Ballastless track is widely used in high-speed railways due to its long service life, low maintenance costs, and excellent riding comfort. However, laying a ballastless track on a long-span bridge remains a challenge because of the large deflection and uneven stiffness of the long-span bridge. Limited research has been reported on the experimental behavior of the long-span railway bridge laid with the ballastless track. This study presents the in-situ testing and the finite element model updating (FEMU) of the Ganjiang Bridge, China’s first long-span ballastless railway cable-stayed bridge with a main span that reaches up to 300 m before its opening for operation.
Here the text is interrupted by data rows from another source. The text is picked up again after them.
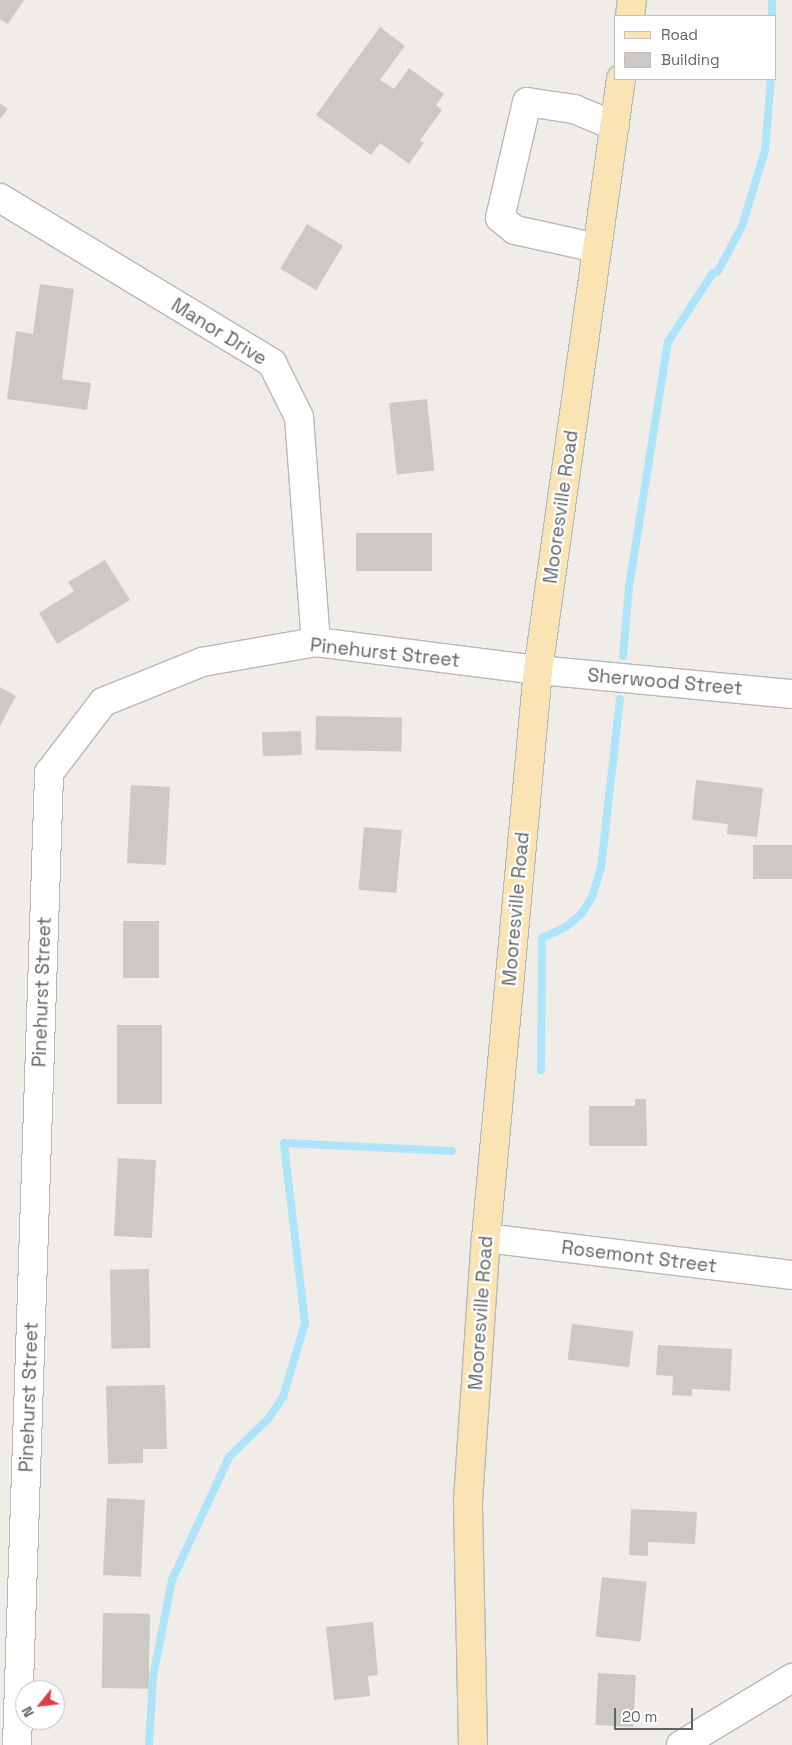 <!DOCTYPE html>
<html>
<head>
<meta charset="utf-8">
<style>
  body { margin:0 }
  #map { position:relative; width:792px; height:1745px; overflow:hidden; background:#f0ede8; font-family:"Space Grotesk",sans-serif }
  div>[style] { position:absolute }
  .stream>* { height:8px; margin:-4px; padding:0 4px; transform-origin:4px; border-radius:4px; background:#aee4fa }
  .building>* { inset:0; background:#ccc8c4; transform-origin:0 0 }
  .roads { filter:drop-shadow(1px 0 #b5b8bb) drop-shadow(-1px 0 #b5b8bb) drop-shadow(0 1px #b5b8bb) drop-shadow(0 -1px #b5b8bb) }
  .minor>* { height:28px; margin:-14px; padding:0 14px; transform-origin:14px; border-radius:14px; background:#fff }
  .major>* { height:28px; margin:-14px; padding:0 14px; transform-origin:14px; border-radius:14px; background:#fae4b3 }
  span { translate:-50% -50%; white-space:nowrap; text-align:center; line-height:1.15; -webkit-text-stroke:4.5px #fff; paint-order:stroke }
  .street-label { font-size:19px; color:#5f6467 }
  .legend { position:absolute; left:614px; top:15px; width:162px; height:65px; box-sizing:border-box; background:#fff; border:1px solid #bfc1c2; margin:0; padding:6px 9px; list-style:none; font-size:15px; color:#5f6467 }
  .legend li { display:flex; align-items:center; gap:10px; height:25px }
  .legend b { width:25px; border:1px solid #bfc1c2 }
  .north { position:absolute; left:15px; top:1680px; width:50px; height:50px; box-sizing:border-box; background:#fff; border:1px solid #bfc1c2; border-radius:50%; rotate:241deg; font-size:14px; font-weight:700; line-height:20px; text-align:center; color:#5f6467 }
  .north::after { content:''; display:block; margin:auto; width:18px; height:22px; background:#df3f4a; clip-path:polygon(50% 0,100% 100%,50% 72%,0 100%) }
  .scale { position:absolute; left:614px; top:1708px; width:79px; height:22px; box-sizing:border-box; border:2px solid #5f6467; border-top:0; padding-left:6px; font-size:15px; line-height:18px; white-space:nowrap; color:#5f6467; -webkit-text-stroke:4px #fff; paint-order:stroke }
</style>
</head>
<body>
<div id="map">
  <div class="stream">
    <i style="left:772px;top:0;width:16px;rotate:90deg"></i>
    <i style="left:623px;top:656px;width:69px;rotate:-85deg"></i>
    <i style="left:629px;top:587px;width:248px;rotate:-81deg"></i>
    <i style="left:668px;top:342px;width:81px;rotate:-57.1deg"></i>
    <i style="left:712px;top:274px;width:7px;rotate:-27deg"></i>
    <i style="left:718px;top:271px;width:51px;rotate:-61.9deg"></i>
    <i style="left:742px;top:226px;width:78px;rotate:-73deg"></i>
    <i style="left:765px;top:151px;width:72px;rotate:-85.2deg"></i>
    <i style="left:541px;top:1070px;width:132px;rotate:-89.6deg"></i>
    <i style="left:542px;top:938px;width:26px;rotate:-25deg"></i>
    <i style="left:566px;top:927px;width:21px;rotate:-41deg"></i>
    <i style="left:582px;top:913px;width:19px;rotate:-58deg"></i>
    <i style="left:592px;top:897px;width:30px;rotate:-73deg"></i>
    <i style="left:601px;top:868px;width:170px;rotate:-83.6deg"></i>
    <i style="left:149px;top:1745px;width:68px;rotate:-86.6deg"></i>
    <i style="left:153px;top:1677px;width:99px;rotate:-78.9deg"></i>
    <i style="left:172px;top:1580px;width:136px;rotate:-65.1deg"></i>
    <i style="left:229px;top:1457px;width:54px;rotate:-44.3deg"></i>
    <i style="left:268px;top:1419px;width:27px;rotate:-56deg"></i>
    <i style="left:283px;top:1397px;width:77px;rotate:-73.4deg"></i>
    <i style="left:305px;top:1323px;width:181px;rotate:-96.7deg"></i>
    <i style="left:284px;top:1143px;width:168px;rotate:2.7deg"></i>
  </div>
  <div class="building">
    <i style="clip-path:polygon(0 0,24px 0,8px 24px,0 19px)"></i>
    <i style="clip-path:polygon(380px 27px,405px 46px,380px 80px,394px 89px,409px 68px,444px 94px,436px 105px,442px 110px,420px 140px,424px 143px,409px 164px,380px 143px,371px 155px,316px 115px)"></i>
    <i style="clip-path:polygon(0 103px,8px 109px,0 119px)"></i>
    <i style="left:307px;top:224px;width:42px;height:52px;rotate:31deg"></i>
    <i style="clip-path:polygon(40px 284px,74px 289px,62px 379px,91px 383px,87px 410px,7px 399px,16px 331px,33px 334px)"></i>
    <i style="left:427px;top:399px;width:72px;height:38px;rotate:84deg"></i>
    <i style="left:356px;top:533px;width:76px;height:38px"></i>
    <i style="clip-path:polygon(105px 560px,130px 600px,57px 644px,39px 613px,74px 591px,68px 582px)"></i>
    <i style="clip-path:polygon(0 687px,16px 696px,0 726px)"></i>
    <i style="left:316px;top:716px;width:86px;height:34px;rotate:1deg"></i>
    <i style="left:301px;top:731px;width:24px;height:39px;rotate:88deg"></i>
    <i style="clip-path:polygon(696px 780px,763px 788px,757px 837px,727px 834px,728px 824px,692px 820px)"></i>
    <i style="left:131px;top:785px;width:39px;height:78px;rotate:3deg"></i>
    <i style="left:364px;top:827px;width:38px;height:63px;rotate:5deg"></i>
    <i style="left:753px;top:845px;width:39px;height:34px"></i>
    <i style="left:123px;top:921px;width:36px;height:57px"></i>
    <i style="left:117px;top:1025px;width:45px;height:79px"></i>
    <i style="clip-path:polygon(635px 1099px,646px 1099px,647px 1146px,589px 1146px,589px 1106px,635px 1106px)"></i>
    <i style="left:118px;top:1158px;width:38px;height:78px;rotate:3deg"></i>
    <i style="left:149px;top:1269px;width:79px;height:39px;rotate:89deg"></i>
    <i style="left:572px;top:1324px;width:62px;height:36px;rotate:7deg"></i>
    <i style="clip-path:polygon(658px 1345px,732px 1349px,730px 1391px,692px 1389px,692px 1396px,672px 1395px,673px 1376px,656px 1375px)"></i>
    <i style="clip-path:polygon(165px 1385px,167px 1449px,143px 1449px,143px 1463px,108px 1464px,106px 1386px)"></i>
    <i style="left:107px;top:1498px;width:38px;height:77px;rotate:3deg"></i>
    <i style="clip-path:polygon(631px 1509px,697px 1512px,695px 1544px,648px 1542px,648px 1556px,629px 1555px)"></i>
    <i style="left:602px;top:1577px;width:45px;height:60px;rotate:6deg"></i>
    <i style="left:103px;top:1613px;width:47px;height:75px;rotate:1deg"></i>
    <i style="clip-path:polygon(373px 1622px,378px 1675px,368px 1676px,370px 1696px,334px 1700px,326px 1627px)"></i>
    <i style="left:598px;top:1673px;width:38px;height:52px;rotate:3deg"></i>
  </div>
  <div class="roads">
    <div class="minor">
      <i style="left:0;top:198px;width:318px;rotate:31.2deg"></i>
      <i style="left:272px;top:363px;width:60px;rotate:63.4deg"></i>
      <i style="left:299px;top:417px;width:226px;rotate:85.7deg"></i>
      <i style="left:597px;top:248px;width:84px;rotate:-167.6deg"></i>
      <i style="left:515px;top:230px;width:19px;rotate:-141deg"></i>
      <i style="left:500px;top:218px;width:119px;rotate:-76.9deg"></i>
      <i style="left:527px;top:102px;width:48px;rotate:8.5deg"></i>
      <i style="left:574px;top:109px;width:44px;rotate:22.5deg"></i>
      <i style="left:486px;top:1238px;width:308px;rotate:6.9deg"></i>
      <i style="left:17px;top:1745px;width:973px;rotate:-88.11deg"></i>
      <i style="left:49px;top:773px;width:89px;rotate:-52.7deg"></i>
      <i style="left:103px;top:702px;width:107px;rotate:-22deg"></i>
      <i style="left:202px;top:662px;width:116px;rotate:-10deg"></i>
      <i style="left:316px;top:642px;width:224px;rotate:7.2deg"></i>
      <i style="left:538px;top:670px;width:255px;rotate:5.4deg"></i>
      <i style="left:681px;top:1745px;width:130px;rotate:-31.1deg"></i>
    </div>
    <div class="major">
      <i style="left:630px;top:16px;width:16px;rotate:-83deg"></i>
      <i style="left:473px;top:1745px;width:245px;rotate:-91.2deg"></i>
      <i style="left:468px;top:1500px;width:263px;rotate:-86.1deg"></i>
      <i style="left:486px;top:1238px;width:570px;rotate:-84.77deg"></i>
      <i style="left:538px;top:670px;width:597px;rotate:-82.01deg"></i>
    </div>
  </div>
  <div class="street-label">
    <span style="left:219px;top:332px;rotate:32deg">Manor Drive</span>
    <span style="left:561px;top:507px;rotate:-82deg">Mooresville Road</span>
    <span style="left:385px;top:653px;rotate:6deg">Pinehurst Street</span>
    <span style="left:665px;top:682px;rotate:5deg">Sherwood Street</span>
    <span style="left:516px;top:909px;rotate:-85deg">Mooresville Road</span>
    <span style="left:42px;top:992px;rotate:-88deg">Pinehurst Street</span>
    <span style="left:639px;top:1257px;rotate:7deg">Rosemont Street</span>
    <span style="left:481px;top:1313px;rotate:-86deg">Mooresville Road</span>
    <span style="left:29px;top:1397px;rotate:-88deg">Pinehurst Street</span>
  </div>
  <ul class="legend">
  <li><b style="height:6px;background:#fae4b3"></b>Road</li>
  <li><b style="height:14px;background:#ccc8c4"></b>Building</li>
  </ul>
  <div class="north">N</div>
  <div class="scale">20 m</div>
</div>
</body>
</html>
The study’s primary purposes include evaluating the mechanical properties of the ballastless railway bridge and establishing a baseline finite element model for subsequent structural health monitoring. The general test plan, sensor placement, and measured responses are described. The static deflection, the stress of the main girder, and the rotation angle at the beam end are used to evaluate the static performance of the bridge. The natural frequencies and mode shapes are used to assess the dynamic performance of the bridge. A FEMU framework that utilizes displacement assurance criterion (DAC) and frequency to construct a single-objective function is proposed to update the initial finite element (FE) model of the bridge. The results show that the deflection to span ratio is 1/1016 (less than1/1000), and the rotation angle at the beam end under live load is 0.032 ‰ rad (<1‰), indicating that the bridge has sufficient vertical stiffness and excellent riding comfort. The stress of the main girder is smaller than the material yield strength, indicating that the bridge has sufficient load-bearing capacity. All the requirements allowing the bridge to start service have been met. The updated FE model shows that the DAC performs better than the displacement and provides more accurate updating results. The updated FE model can well reflect the static and dynamic characteristics of the actual bridge and can be used as a baseline FE model for subsequent studies.